Exercise directions
From the listing below, select every line where the word "Drive" appears.

Input records
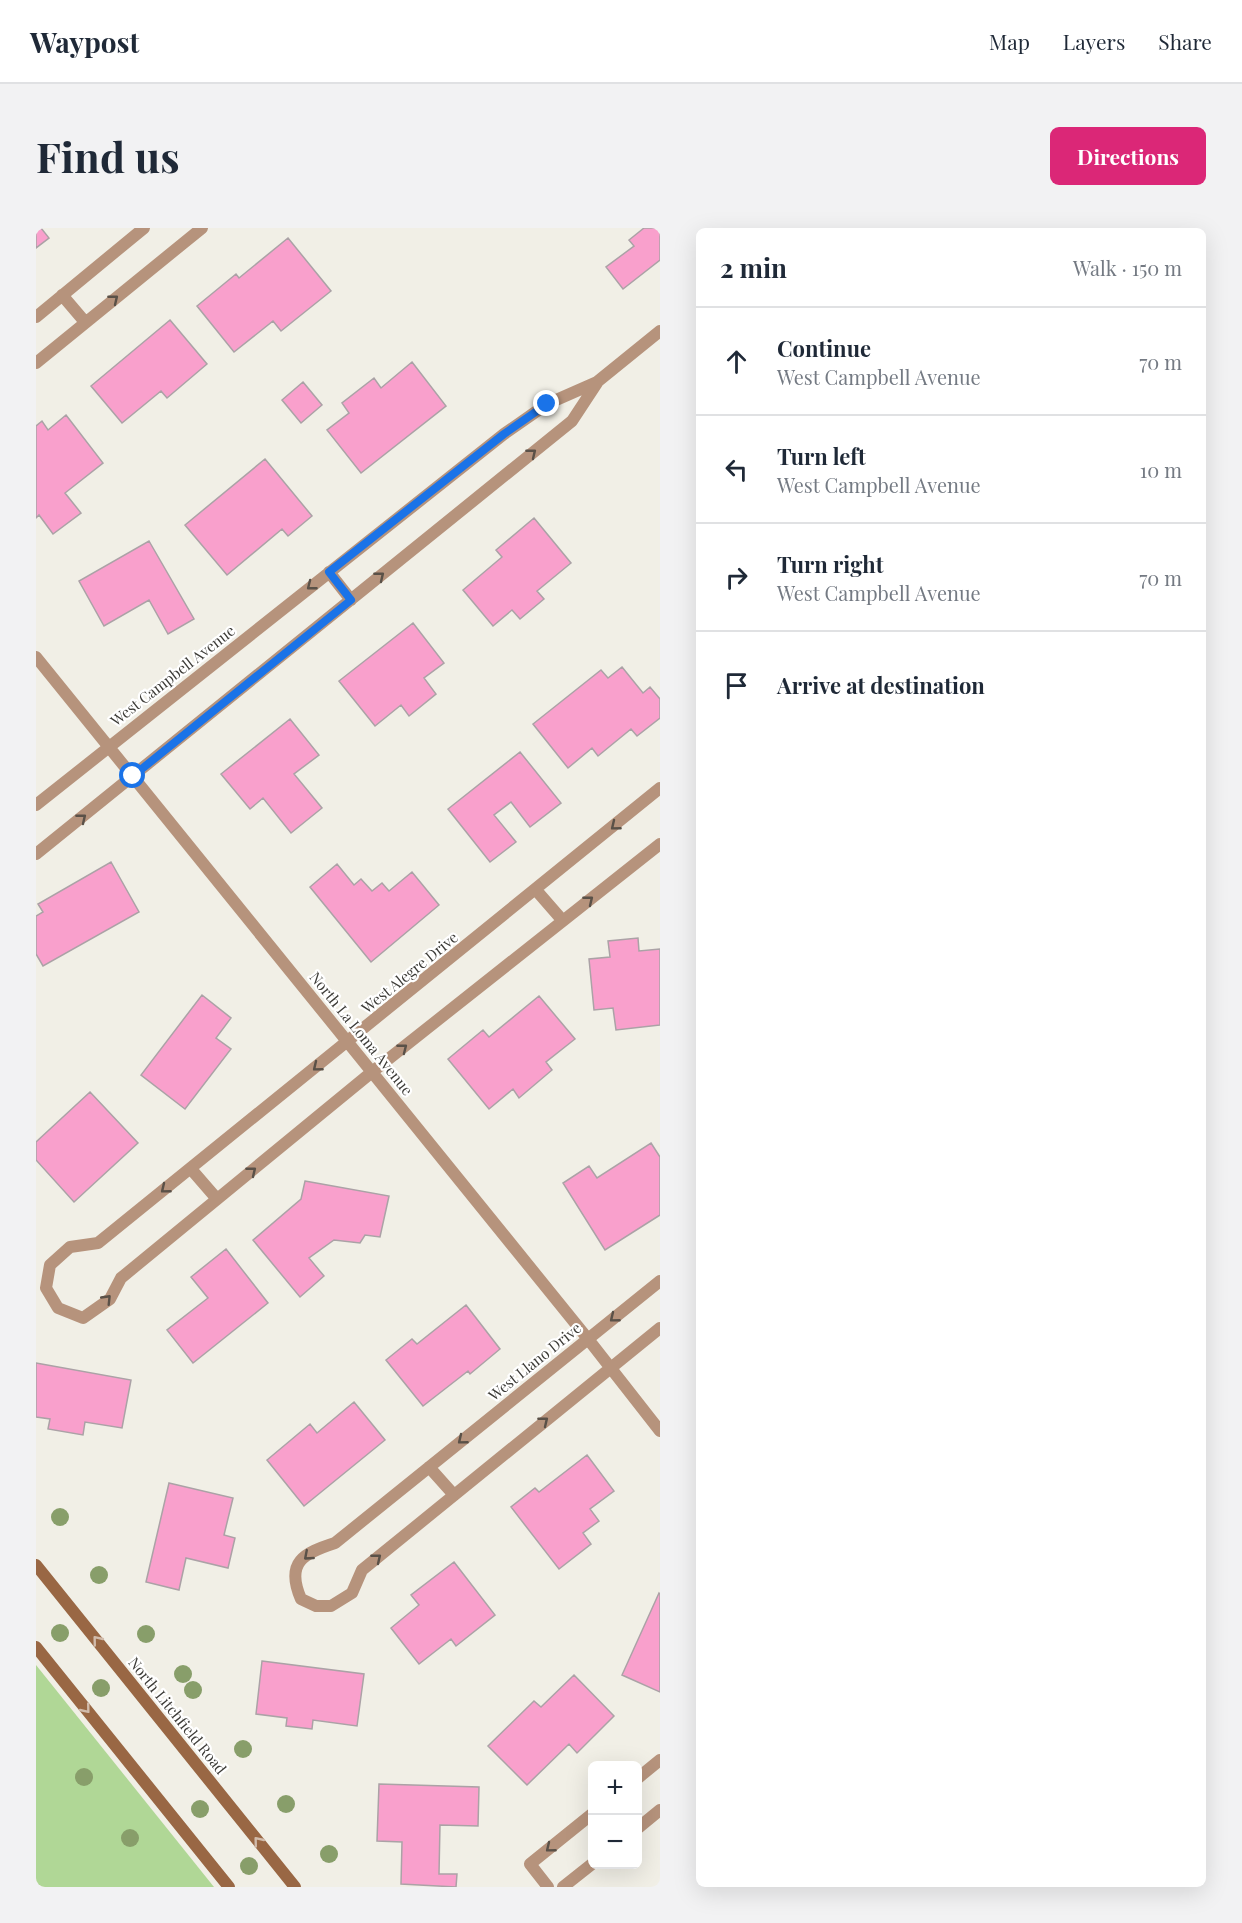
<!DOCTYPE html>
<html lang="en">
<head>
<meta charset="utf-8">
<style>
  :root { --surface:#fff; --page:#f2f2f3; --text:#1f2937; --muted:#747a83; --line:#e0e1e3; --accent:#db2777 }
  body { margin:0; font-family:"Playfair Display",serif; background:var(--page); color:var(--text) }
  .controls { position:absolute; right:18px; bottom:18px; display:grid; overflow:hidden; border-radius:9px; box-shadow:0 6px 24px #0002 }
  .controls button { width:54px; height:54px; display:grid; place-items:center; padding:0; border:0; border-bottom:2px solid var(--line); background:var(--surface); color:var(--text); font:30px sans-serif }
  .stop { position:absolute; width:18px; height:18px; margin:-14px; border:4px solid #1a73e8; border-radius:50%; background:#fff }
  .stop.end { background:#1a73e8; border-color:#fff; box-shadow:0 2px 6px #0008 }
  .list { margin:0; padding:0; list-style:none }
  h2 { display:flex; justify-content:space-between; align-items:center; height:78px; margin:0; padding:0 24px; font-size:26px }
  h2 small { font-size:20px; font-weight:400; color:var(--muted) }
  .list li { display:grid; grid-template-columns:39px 1fr auto; gap:18px; align-items:center; box-sizing:border-box; height:108px; padding:0 24px; border-top:2px solid var(--line) }
  .list b { display:block; font-size:22px; white-space:nowrap }
  .list p { margin:0; font-size:20px; white-space:nowrap; color:var(--muted) }
  .list em { font-size:20px; font-style:normal; color:var(--muted) }
  .icon { flex:none; width:33px; height:33px; fill:none; stroke:currentColor; stroke-width:2; stroke-linecap:round; stroke-linejoin:round }
  .map { position:relative; flex:none; width:624px; height:1659px; overflow:hidden; border-radius:9px }
  header { display:flex; align-items:center; gap:36px; box-sizing:border-box; height:84px; padding:0 30px; background:var(--surface); border-bottom:2px solid var(--line) }
  header strong { font-size:28px }
  nav { display:flex; gap:33px; margin-inline-start:auto; font-size:21px }
  .intro { display:flex; align-items:center; justify-content:space-between; box-sizing:border-box; height:144px; padding:0 36px }
  h1 { margin:0; font-size:42px }
  .button { padding:15px 27px; border-radius:9px; background:var(--accent); color:#fff; font-size:21px; font-weight:700 }
  main { display:flex; gap:36px; padding:0 36px }
  aside { flex:1; background:var(--surface); border-radius:9px; box-shadow:0 6px 24px #0002 }
  .map>svg:first-child { display:block }
  .green { fill:#b0d796 }
  .building { fill:#f9a0cc; stroke:#aba2a6; stroke-width:1.5 }
  .lines { fill:none; stroke-linecap:round; stroke-linejoin:round }
  .minor { stroke:#b6937c; stroke-width:12 }
  .secondary { stroke:#996744; stroke-width:12 }
  .tree { fill:#889e6a }
  .oneway { stroke:#5a5148 }
  .oneway2 { stroke:#d1bbab }
  .route { stroke:#1a73e8; stroke-width:8 }
  .labels { text-anchor:middle; stroke-width:4.5; stroke-linejoin:round; paint-order:stroke }
  .street-label { font-size:15px; fill:#3c3b37; stroke:#fff }
</style>
</head>
<body>
<header>
<strong>Waypost</strong>
<nav><a>Map</a><a>Layers</a><a>Share</a></nav>
</header>
<div class="intro"><h1>Find us</h1><a class="button">Directions</a></div>
<main>
<div class="map">
<svg width="624" height="1659" viewBox="0 0 624 1659">
  <rect width="100%" height="100%" fill="#f1efe6"/>
  <!-- green -->
  <path class="green" d="M0,1437L178,1659H0Z"/>
  <!-- building -->
  <path class="building" d="M0,0H5L13,10L0,20Z
    M608,0H624V32L587,61L570,39L598,18L593,12Z
    M252,10L295,63L245,103L237,93L198,124L161,78L200,46L203,50Z
    M134,92L171,136L131,170L125,163L86,195L55,158Z
    M376,134L410,178L325,245L291,202L313,185L306,175L338,150L345,160Z
    M267,154L286,177L265,195L246,172Z
    M30,187L67,235L29,265L45,285L17,306L3,287L0,290V198L6,193L12,202Z
    M229,231L276,288L252,308L246,301L191,347L149,297Z
    M498,290L535,335L501,363L508,371L484,391L476,382L457,398L427,362L466,329L460,322Z
    M113,313L158,391L132,406L113,372L68,398L43,353Z
    M377,395L408,435L388,450L400,466L373,488L365,477L339,498L303,453Z
    M586,439L607,465L614,459L624,471V490L601,508L595,501L562,528L556,520L532,540L497,496L565,442L572,450Z
    M254,491L283,527L258,546L286,580L255,605L227,570L214,581L185,546Z
    M484,524L525,575L494,599L475,574L458,587L480,614L454,634L412,581Z
    M75,634L103,684L7,738L0,726V688L7,684L2,676Z
    M301,636L318,657L325,651L336,663L346,655L353,663L376,644L403,677L335,734L274,659Z
    M602,710L603,723L624,721V797L580,802L577,780L558,782L553,731L574,729L572,713Z
    M166,767L195,790L180,810L195,821L149,881L105,847Z
    M503,768L539,811L510,834L516,842L483,870L477,861L453,881L412,831L447,802L453,809Z
    M54,864L102,915L38,974L0,932V914Z
    M615,915L624,929V987L569,1022L527,955L553,938L561,950Z
    M269,953L353,968L344,1009L329,1007L324,1015L298,1012L273,1030L288,1048L264,1069L217,1012L265,971Z
    M190,1021L232,1075L157,1135L131,1102L172,1070L155,1049Z
    M430,1077L464,1121L434,1146L432,1143L387,1178L350,1132L376,1111L381,1116Z
    M0,1135L95,1152L86,1200L49,1194L47,1207L12,1201L14,1191L0,1189Z
    M318,1174L349,1212L268,1278L231,1232L274,1196L281,1205Z
    M551,1227L578,1263L554,1281L563,1293L547,1305L555,1316L523,1341L475,1279L499,1260L503,1264Z
    M133,1255L197,1270L188,1307L199,1310L192,1340L150,1330L143,1362L110,1354Z
    M418,1334L459,1387L420,1418L415,1411L383,1436L355,1400L383,1377L375,1367Z
    M623,1365L624,1366V1464L586,1447Z
    M226,1433L328,1446L321,1498L277,1492L276,1501L250,1498L251,1490L220,1486Z
    M538,1447L578,1488L541,1525L533,1516L491,1557L452,1518L498,1473L505,1479Z
    M343,1556L443,1559L442,1598L404,1597L403,1646H421L420,1659L365,1656L366,1614L341,1613Z"/>
  <g class="lines">
    <!-- minor -->
    <path class="minor" d="M26,67L49,94
      M0,89L108,0
      M0,135L166,0
      M293,344L315,372
      M0,429L552,1111L624,1203
      M624,560L62,1015L34,1019L14,1037L10,1060L22,1080L47,1090L74,1071L85,1050L336,844L624,616
      M0,577L468,206L511,176L561,154L624,103
      M0,626L536,193L561,155
      M500,662L527,693
      M155,941L181,971
      M624,1053L299,1315C268,1325 249,1334 265,1371L280,1378H295L316,1365L326,1342L624,1100
      M393,1239L418,1267
      M602,1550L624,1532
      M602,1600L624,1582
      M512,1659L494,1636L556,1586
      M527,1659L556,1636"/>
    <!-- secondary -->
    <path class="secondary" d="M0,1337L259,1659
      M0,1419L193,1659"/>
  </g>
  <!-- trees -->
  <g class="tree">
    <circle cx="24" cy="1289" r="9"/>
    <circle cx="63" cy="1347" r="9"/>
    <circle cx="24" cy="1405" r="9"/>
    <circle cx="110" cy="1406" r="9"/>
    <circle cx="147" cy="1446" r="9"/>
    <circle cx="65" cy="1460" r="9"/>
    <circle cx="157" cy="1462" r="9"/>
    <circle cx="207" cy="1521" r="9"/>
    <circle cx="48" cy="1549" r="9"/>
    <circle cx="250" cy="1576" r="9"/>
    <circle cx="164" cy="1581" r="9"/>
    <circle cx="94" cy="1610" r="9"/>
    <circle cx="293" cy="1626" r="9"/>
    <circle cx="213" cy="1638" r="9"/>
  </g>
  <!-- one-way arrows -->
  <defs><path id="oneway-chevron" d="M-2-3.5L2.5 0L-2 3.5" fill="none" stroke-width="1.6" stroke-linecap="round" stroke-linejoin="round" transform="scale(1.5)"/></defs>
  <g class="oneway">
    <use href="#oneway-chevron" transform="translate(78 71) rotate(-39)"/>
    <use href="#oneway-chevron" transform="translate(496 225) rotate(-39)"/>
    <use href="#oneway-chevron" transform="translate(344 348) rotate(-39)"/>
    <use href="#oneway-chevron" transform="translate(275 358) rotate(142)"/>
    <use href="#oneway-chevron" transform="translate(46 590) rotate(-39)"/>
    <use href="#oneway-chevron" transform="translate(579 598) rotate(141)"/>
    <use href="#oneway-chevron" transform="translate(553 672) rotate(-39)"/>
    <use href="#oneway-chevron" transform="translate(367 820) rotate(-38)"/>
    <use href="#oneway-chevron" transform="translate(281 839) rotate(141)"/>
    <use href="#oneway-chevron" transform="translate(216 943) rotate(-39)"/>
    <use href="#oneway-chevron" transform="translate(129 961) rotate(141)"/>
    <use href="#oneway-chevron" transform="translate(71 1071) rotate(-46)"/>
    <use href="#oneway-chevron" transform="translate(578 1090) rotate(141)"/>
    <use href="#oneway-chevron" transform="translate(508 1193) rotate(-39)"/>
    <use href="#oneway-chevron" transform="translate(426 1212) rotate(141)"/>
    <use href="#oneway-chevron" transform="translate(272 1328) rotate(139)"/>
    <use href="#oneway-chevron" transform="translate(341 1330) rotate(-39)"/>
    <use href="#oneway-chevron" transform="translate(514 1620) rotate(141)"/>
  </g>
  <g class="oneway2">
    <use href="#oneway-chevron" transform="translate(61 1412) rotate(-129)"/>
    <use href="#oneway-chevron" transform="translate(50 1481) rotate(51)"/>
    <use href="#oneway-chevron" transform="translate(222 1613) rotate(-129)"/>
  </g>
  <g class="lines">
    <!-- route -->
    <path class="route" d="M97,548L315,372L293,344L468,206L511,176"/>
  </g>
  <g class="labels">
    <!-- street labels -->
    <g class="street-label">
      <text transform="translate(137 448) rotate(-38)" y="5">West Campbell Avenue</text>
      <text transform="translate(374 745) rotate(-39)" y="5">West Alegre Drive</text>
      <text transform="translate(325 806) rotate(51)" y="5">North La Loma Avenue</text>
      <text transform="translate(499 1134) rotate(-39)" y="5">West Llano Drive</text>
      <text transform="translate(141 1488) rotate(51)" y="5">North Litchfield Road</text>
    </g>
  </g>
</svg>
<div class="controls">
<button>+</button>
<button>−</button>
</div>
<div class="stop" style="left:97px;top:548px"></div>
<div class="stop end" style="left:511px;top:176px"></div>
</div>
<aside>
<h2>2 min<small>Walk · 150 m</small></h2>
<ul class="list">
<li><svg class="icon" aria-label="ahead" viewBox="0 0 24 24"><path d="M12 20V5M6 11l6-6 6 6"/></svg><div><b>Continue</b><p>West Campbell Avenue</p></div><em>70 m</em></li>
<li><svg class="icon" aria-label="left" viewBox="0 0 24 24"><path d="M17 20v-9H6M10 6l-5 5 5 5"/></svg><div><b>Turn left</b><p>West Campbell Avenue</p></div><em>10 m</em></li>
<li><svg class="icon" aria-label="right" viewBox="0 0 24 24"><path d="M7 20v-9h11M14 6l5 5-5 5"/></svg><div><b>Turn right</b><p>West Campbell Avenue</p></div><em>70 m</em></li>
<li><svg class="icon" aria-label="arrive" viewBox="0 0 24 24"><path d="M6 21V4h12l-3 4 3 4H6"/></svg><div><b>Arrive at destination</b></div></li>
</ul>
</aside>
</main>
</body>
</html>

Response to the task
      <text transform="translate(374 745) rotate(-39)" y="5">West Alegre Drive</text>
      <text transform="translate(499 1134) rotate(-39)" y="5">West Llano Drive</text>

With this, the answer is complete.